What is expected: Show every line below where "Copernicus" can be found.

○ ○ ○ ○ ○

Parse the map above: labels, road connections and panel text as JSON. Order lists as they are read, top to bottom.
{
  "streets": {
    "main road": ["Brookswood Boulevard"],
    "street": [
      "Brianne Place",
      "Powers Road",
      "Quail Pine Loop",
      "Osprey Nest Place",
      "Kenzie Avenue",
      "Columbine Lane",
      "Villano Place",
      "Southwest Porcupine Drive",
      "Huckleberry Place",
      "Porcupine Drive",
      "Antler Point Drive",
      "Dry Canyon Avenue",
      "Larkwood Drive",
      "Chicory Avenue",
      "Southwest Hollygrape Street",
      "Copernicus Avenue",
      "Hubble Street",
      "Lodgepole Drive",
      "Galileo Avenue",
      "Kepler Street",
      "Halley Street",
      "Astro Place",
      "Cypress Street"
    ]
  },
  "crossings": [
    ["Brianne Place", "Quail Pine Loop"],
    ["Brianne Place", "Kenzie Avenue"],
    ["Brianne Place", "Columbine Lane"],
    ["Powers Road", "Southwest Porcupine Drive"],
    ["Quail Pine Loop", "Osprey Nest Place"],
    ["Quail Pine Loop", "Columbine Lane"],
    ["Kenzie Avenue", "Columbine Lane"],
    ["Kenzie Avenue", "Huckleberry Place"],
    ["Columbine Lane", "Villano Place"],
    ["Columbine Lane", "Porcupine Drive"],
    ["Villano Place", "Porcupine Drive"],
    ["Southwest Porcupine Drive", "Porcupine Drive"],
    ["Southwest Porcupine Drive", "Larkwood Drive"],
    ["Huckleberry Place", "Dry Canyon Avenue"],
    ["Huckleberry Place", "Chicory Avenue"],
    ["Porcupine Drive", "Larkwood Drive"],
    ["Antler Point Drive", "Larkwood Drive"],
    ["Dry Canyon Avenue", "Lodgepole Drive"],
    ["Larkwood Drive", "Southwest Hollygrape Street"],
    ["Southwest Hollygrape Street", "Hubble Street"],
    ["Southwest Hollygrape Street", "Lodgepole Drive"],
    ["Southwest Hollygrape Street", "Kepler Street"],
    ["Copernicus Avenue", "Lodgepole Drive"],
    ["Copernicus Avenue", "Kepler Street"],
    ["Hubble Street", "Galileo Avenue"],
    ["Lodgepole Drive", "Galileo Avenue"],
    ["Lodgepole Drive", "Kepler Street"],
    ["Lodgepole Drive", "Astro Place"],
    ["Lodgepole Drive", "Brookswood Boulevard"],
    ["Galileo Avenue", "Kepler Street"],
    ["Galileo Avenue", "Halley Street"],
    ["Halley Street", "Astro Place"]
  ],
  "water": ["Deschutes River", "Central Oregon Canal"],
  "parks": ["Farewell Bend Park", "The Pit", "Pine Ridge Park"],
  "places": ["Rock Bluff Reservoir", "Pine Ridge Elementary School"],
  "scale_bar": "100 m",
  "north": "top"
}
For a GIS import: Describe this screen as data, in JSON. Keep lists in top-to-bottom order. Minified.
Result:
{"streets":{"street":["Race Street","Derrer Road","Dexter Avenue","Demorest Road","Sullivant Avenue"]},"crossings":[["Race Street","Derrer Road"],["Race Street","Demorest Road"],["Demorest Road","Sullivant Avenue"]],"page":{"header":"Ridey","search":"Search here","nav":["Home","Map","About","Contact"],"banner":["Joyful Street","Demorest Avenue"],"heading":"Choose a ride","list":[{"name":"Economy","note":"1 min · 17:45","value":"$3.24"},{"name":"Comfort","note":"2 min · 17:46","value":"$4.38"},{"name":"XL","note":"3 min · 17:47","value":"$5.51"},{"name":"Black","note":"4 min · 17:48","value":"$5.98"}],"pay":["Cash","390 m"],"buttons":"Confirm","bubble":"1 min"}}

○ ○ ○ ○ ○

Answer below:
      "Copernicus Avenue",
    ["Copernicus Avenue", "Lodgepole Drive"],
    ["Copernicus Avenue", "Kepler Street"],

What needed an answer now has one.